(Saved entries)
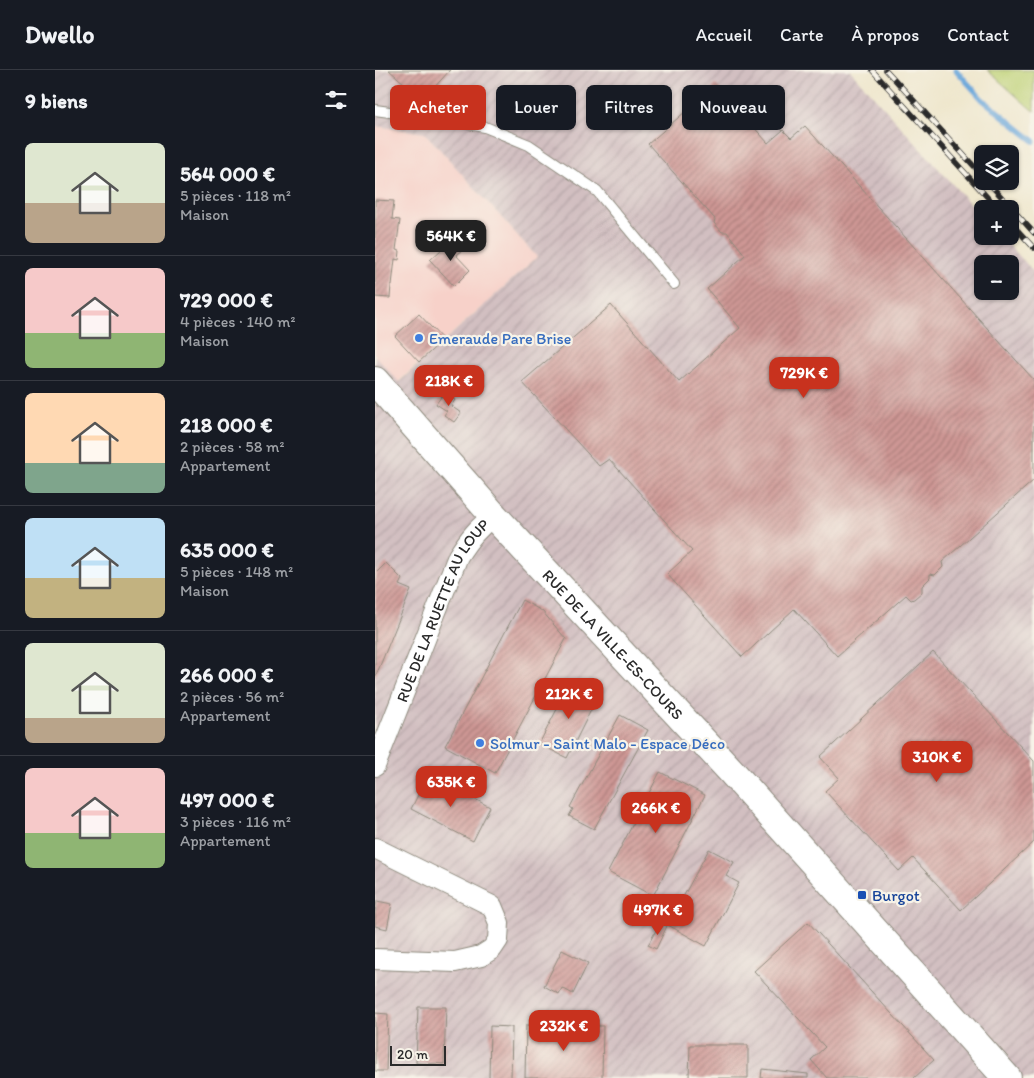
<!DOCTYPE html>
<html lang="fr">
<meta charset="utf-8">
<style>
body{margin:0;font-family:Itim,sans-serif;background:#242831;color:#f1f3f6;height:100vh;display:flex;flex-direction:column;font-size:19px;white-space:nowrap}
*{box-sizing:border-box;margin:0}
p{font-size:16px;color:#9ea1a6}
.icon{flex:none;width:28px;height:28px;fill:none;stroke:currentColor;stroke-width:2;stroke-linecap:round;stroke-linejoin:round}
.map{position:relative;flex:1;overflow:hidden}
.side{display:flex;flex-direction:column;background:#171b24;width:375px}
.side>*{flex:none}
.hud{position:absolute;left:15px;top:15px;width:475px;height:45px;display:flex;gap:10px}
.controls{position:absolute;left:599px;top:75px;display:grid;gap:10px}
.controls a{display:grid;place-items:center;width:45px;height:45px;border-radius:8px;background:#171b24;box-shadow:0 1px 4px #0004;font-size:25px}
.scale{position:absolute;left:15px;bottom:12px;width:56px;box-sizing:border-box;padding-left:5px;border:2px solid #2b2b2b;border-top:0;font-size:14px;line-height:18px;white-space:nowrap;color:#2b2b2b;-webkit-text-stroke:4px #f7f3e8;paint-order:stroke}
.price{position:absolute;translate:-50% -42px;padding:0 11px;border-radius:10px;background:#c8321e;color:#fff;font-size:16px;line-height:32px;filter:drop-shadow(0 1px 2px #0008)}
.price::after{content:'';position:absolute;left:50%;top:30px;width:15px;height:11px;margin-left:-8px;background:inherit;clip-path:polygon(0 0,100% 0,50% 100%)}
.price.current{background:#222;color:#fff}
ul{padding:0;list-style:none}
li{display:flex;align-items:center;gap:15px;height:125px;padding:0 25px}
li+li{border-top:1px solid #363941}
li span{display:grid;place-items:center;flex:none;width:140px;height:100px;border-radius:8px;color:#555}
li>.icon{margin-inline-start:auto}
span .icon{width:60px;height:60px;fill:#fffc;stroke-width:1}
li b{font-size:21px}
h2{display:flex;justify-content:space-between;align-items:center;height:60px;padding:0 25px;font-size:21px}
.chip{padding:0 18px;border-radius:8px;background:#171b24;box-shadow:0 1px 4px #0004;font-size:18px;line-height:45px}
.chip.current{background:#c8321e;color:#fff}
header{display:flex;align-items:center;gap:30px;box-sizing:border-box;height:70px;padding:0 25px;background:#171b24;border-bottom:1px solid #363941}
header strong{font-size:24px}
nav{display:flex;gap:28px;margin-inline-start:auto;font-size:18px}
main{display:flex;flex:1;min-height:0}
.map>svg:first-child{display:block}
</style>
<header>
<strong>Dwello</strong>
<nav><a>Accueil</a><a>Carte</a><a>À propos</a><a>Contact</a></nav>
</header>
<main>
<section class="side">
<h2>9 biens<svg class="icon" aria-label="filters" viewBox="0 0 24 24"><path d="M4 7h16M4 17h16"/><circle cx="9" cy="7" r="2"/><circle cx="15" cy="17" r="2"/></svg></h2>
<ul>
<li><span style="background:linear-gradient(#dfe7d0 60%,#b9a48a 0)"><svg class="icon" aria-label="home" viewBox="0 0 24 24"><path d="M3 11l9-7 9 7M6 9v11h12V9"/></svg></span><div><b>564 000 €</b><p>5 pièces · 118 m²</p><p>Maison</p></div></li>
<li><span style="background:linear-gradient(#f6c9c9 65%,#8fb573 0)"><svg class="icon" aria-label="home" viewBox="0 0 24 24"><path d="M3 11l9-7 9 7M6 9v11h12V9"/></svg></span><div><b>729 000 €</b><p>4 pièces · 140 m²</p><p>Maison</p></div></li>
<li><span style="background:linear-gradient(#ffd9b3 70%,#7fa58c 0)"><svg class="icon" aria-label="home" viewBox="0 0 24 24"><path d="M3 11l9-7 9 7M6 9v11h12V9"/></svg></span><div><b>218 000 €</b><p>2 pièces · 58 m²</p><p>Appartement</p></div></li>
<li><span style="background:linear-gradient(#bfe0f5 60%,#c2b280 0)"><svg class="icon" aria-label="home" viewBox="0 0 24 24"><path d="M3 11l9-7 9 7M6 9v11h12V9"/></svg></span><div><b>635 000 €</b><p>5 pièces · 148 m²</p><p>Maison</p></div></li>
<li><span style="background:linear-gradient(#dfe7d0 75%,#b9a48a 0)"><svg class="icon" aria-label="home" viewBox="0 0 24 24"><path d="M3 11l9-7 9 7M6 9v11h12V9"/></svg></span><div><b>266 000 €</b><p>2 pièces · 56 m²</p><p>Appartement</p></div></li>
<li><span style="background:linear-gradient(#f6c9c9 65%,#8fb573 0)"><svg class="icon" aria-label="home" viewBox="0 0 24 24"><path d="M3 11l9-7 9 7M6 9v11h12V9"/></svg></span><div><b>497 000 €</b><p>3 pièces · 116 m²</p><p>Appartement</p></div></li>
</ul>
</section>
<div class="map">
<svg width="659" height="1008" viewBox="0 0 659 1008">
<defs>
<pattern id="industrial-furrows" width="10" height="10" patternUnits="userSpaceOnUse" patternTransform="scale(1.25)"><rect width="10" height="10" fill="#d2bfc1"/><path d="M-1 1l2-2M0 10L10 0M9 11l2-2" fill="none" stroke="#b4a4a6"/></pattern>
<pattern id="building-hatch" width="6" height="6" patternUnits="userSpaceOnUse" patternTransform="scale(1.25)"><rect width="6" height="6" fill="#ce9794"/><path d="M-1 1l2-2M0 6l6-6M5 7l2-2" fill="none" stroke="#a77b79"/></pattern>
</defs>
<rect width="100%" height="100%" fill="#f7f3e8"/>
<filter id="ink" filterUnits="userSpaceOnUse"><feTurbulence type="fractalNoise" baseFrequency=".02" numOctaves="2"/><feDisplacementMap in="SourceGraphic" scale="10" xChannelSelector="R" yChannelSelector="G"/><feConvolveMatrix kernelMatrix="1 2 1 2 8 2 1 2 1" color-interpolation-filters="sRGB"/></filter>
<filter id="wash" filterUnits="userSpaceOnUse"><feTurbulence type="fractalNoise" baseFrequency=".0096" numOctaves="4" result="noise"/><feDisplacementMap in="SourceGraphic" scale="20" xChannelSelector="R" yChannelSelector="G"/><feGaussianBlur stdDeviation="1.12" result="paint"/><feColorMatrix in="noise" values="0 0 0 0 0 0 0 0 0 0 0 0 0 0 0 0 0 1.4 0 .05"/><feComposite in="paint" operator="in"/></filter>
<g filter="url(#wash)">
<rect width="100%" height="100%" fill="#efe7cd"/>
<path fill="#f7d1c9" d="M0,56L50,63L162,187L23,312L0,286Z"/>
<path fill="url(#industrial-furrows)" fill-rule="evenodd" d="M0,0H475L607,147L608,166H626L659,202V1008H0V286L24,312L162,187L50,63L0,56ZM608,194H635V221H608Z"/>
<path fill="#bed175" stroke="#747e50" d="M612,0H659V42L656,39Z"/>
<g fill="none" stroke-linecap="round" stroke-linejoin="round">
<path stroke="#68a6da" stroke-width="5.5" d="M581,0L607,29L659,71"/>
</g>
<g id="blocks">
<g fill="url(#building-hatch)">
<path d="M14,0H75L48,30Z"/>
<path d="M341,15L393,73L408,60L416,68L430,56L659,310V410L567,492L568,497L560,505L555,504V508L547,516V522L539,529L536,530L531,525L462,586L419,539L367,587L292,504L317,481L234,389L224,396L147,312L236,235L304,312L365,258L332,219L370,185L352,162H347L339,153L340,149L273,74Z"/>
<path d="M0,130L19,131L17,149L25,150L21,180L25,181L24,190L20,189L17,215H16L15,228L0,227Z"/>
<path d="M79,168L89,178L81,185L95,200L79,216L55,190Z"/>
<path d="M44,244L68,270L44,292L20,266Z"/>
<path d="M69,323L80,330L76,336L86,343L79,352L69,345L72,341L61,334Z"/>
<path d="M11,493L27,509L24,515L36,520L0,608V504Z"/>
<path d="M147,530L167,541L191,569L120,703L70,676Z"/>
<path d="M558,582L659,691V772L586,840L538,788L524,801L450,721L464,708L445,687Z"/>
<path d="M196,612L223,626L192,688L164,674Z"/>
<path d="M245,645L273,660L219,759L194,746L198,739L195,737Z"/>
<path d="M285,702L330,725L278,826L233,802Z"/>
<path d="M53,705L115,737L98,771L36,739Z"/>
<path d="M334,779L359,792L351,806L364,813L331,876L293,855Z"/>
<path d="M2,831L17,834L12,859L0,856V842Z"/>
<path d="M433,852L559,990L539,1008H452L436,990L450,977L379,901Z"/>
<path d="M285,853L292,856L281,879L273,875Z"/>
<path d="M187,880L213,893L198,924L187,918L184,924L169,916Z"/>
<path d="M43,937H71L69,994L41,993Z"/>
<path d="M0,943L13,944L11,1001H0Z"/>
<path d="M151,955L228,956L227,1008H150Z"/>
<path d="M115,956L137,957L136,1008H114Z"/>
<path d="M315,975H373V1008H314Z"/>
<path d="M387,999L433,1004V1008H386Z"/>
</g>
</g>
</g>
<g filter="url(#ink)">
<use href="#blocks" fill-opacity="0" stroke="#8d897c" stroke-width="1"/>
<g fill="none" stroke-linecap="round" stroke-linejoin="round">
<defs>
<path id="lane" d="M0,40L73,50L110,57L154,75L222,121L299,214"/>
<g id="street">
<path id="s1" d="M0,696L83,486C94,469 103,457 119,446"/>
<path d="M0,778L117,836L124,853L123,870L117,879L106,886L80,892L0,889"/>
</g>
<g id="secondary">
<path id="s2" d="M0,311L119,446L355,700L632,1008"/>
</g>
</defs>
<use href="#lane" stroke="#8d897c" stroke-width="12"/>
<use href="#street" stroke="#8d897c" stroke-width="22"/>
<use href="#secondary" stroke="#8d897c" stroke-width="30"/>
<use href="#lane" stroke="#fff" stroke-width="10"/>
<use href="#street" stroke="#fff" stroke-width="20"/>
<use href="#secondary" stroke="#fff" stroke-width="28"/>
<defs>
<g id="rail">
<path d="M497,0L623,139"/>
<path d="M511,0L608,106"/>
<path d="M612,111L659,163"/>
<path d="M635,152L659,178"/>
</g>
</defs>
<use href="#rail" stroke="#2b2b2b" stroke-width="5.5"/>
<use href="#rail" stroke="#f7f3e8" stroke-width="4" stroke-dasharray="11" stroke-linecap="butt"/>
</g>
</g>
<g fill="#3f7fe0" stroke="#f7f3e8" stroke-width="2">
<circle cx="44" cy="268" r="5"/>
<circle cx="105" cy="673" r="5"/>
</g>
<rect fill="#1a4fb4" stroke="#f7f3e8" stroke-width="2" x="482" y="820" width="10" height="10" rx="2.5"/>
<g text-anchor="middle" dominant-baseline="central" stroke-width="4.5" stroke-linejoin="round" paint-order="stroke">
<g font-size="16" fill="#366cbe" stroke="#f7f3e8" text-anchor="start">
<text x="54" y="268">Emeraude Pare Brise</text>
<text x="115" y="673">Solmur - Saint Malo - Espace Déco</text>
</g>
<g font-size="16" fill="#2b2b2b" stroke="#f7f3e8">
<text stroke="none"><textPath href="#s1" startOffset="170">RUE DE LA RUETTE AU LOUP</textPath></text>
<text stroke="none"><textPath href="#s2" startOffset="355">RUE DE LA VILLE-ES-COURS</textPath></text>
</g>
<g font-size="16" fill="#164399" stroke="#f7f3e8" text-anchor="start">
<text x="497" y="825">Burgot</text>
</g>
</g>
</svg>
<div class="controls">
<a><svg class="icon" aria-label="layers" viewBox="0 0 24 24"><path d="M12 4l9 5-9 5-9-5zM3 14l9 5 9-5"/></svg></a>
<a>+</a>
<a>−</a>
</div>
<div class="scale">20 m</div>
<b class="price current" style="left:76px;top:192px">564K €</b>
<b class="price" style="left:429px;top:329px">729K €</b>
<b class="price" style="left:74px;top:337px">218K €</b>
<b class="price" style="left:194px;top:650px">212K €</b>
<b class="price" style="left:562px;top:713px">310K €</b>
<b class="price" style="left:76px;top:738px">635K €</b>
<b class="price" style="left:281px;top:764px">266K €</b>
<b class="price" style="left:283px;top:866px">497K €</b>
<b class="price" style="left:189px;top:982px">232K €</b>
<div class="hud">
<a class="chip current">Acheter</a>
<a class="chip">Louer</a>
<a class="chip">Filtres</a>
<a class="chip">Nouveau</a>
</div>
</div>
</main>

Task prompt
Across all the records, find the lines containing the word "side" and reproduce each one.

Written reply
.side{display:flex;flex-direction:column;background:#171b24;width:375px}
.side>*{flex:none}
<section class="side">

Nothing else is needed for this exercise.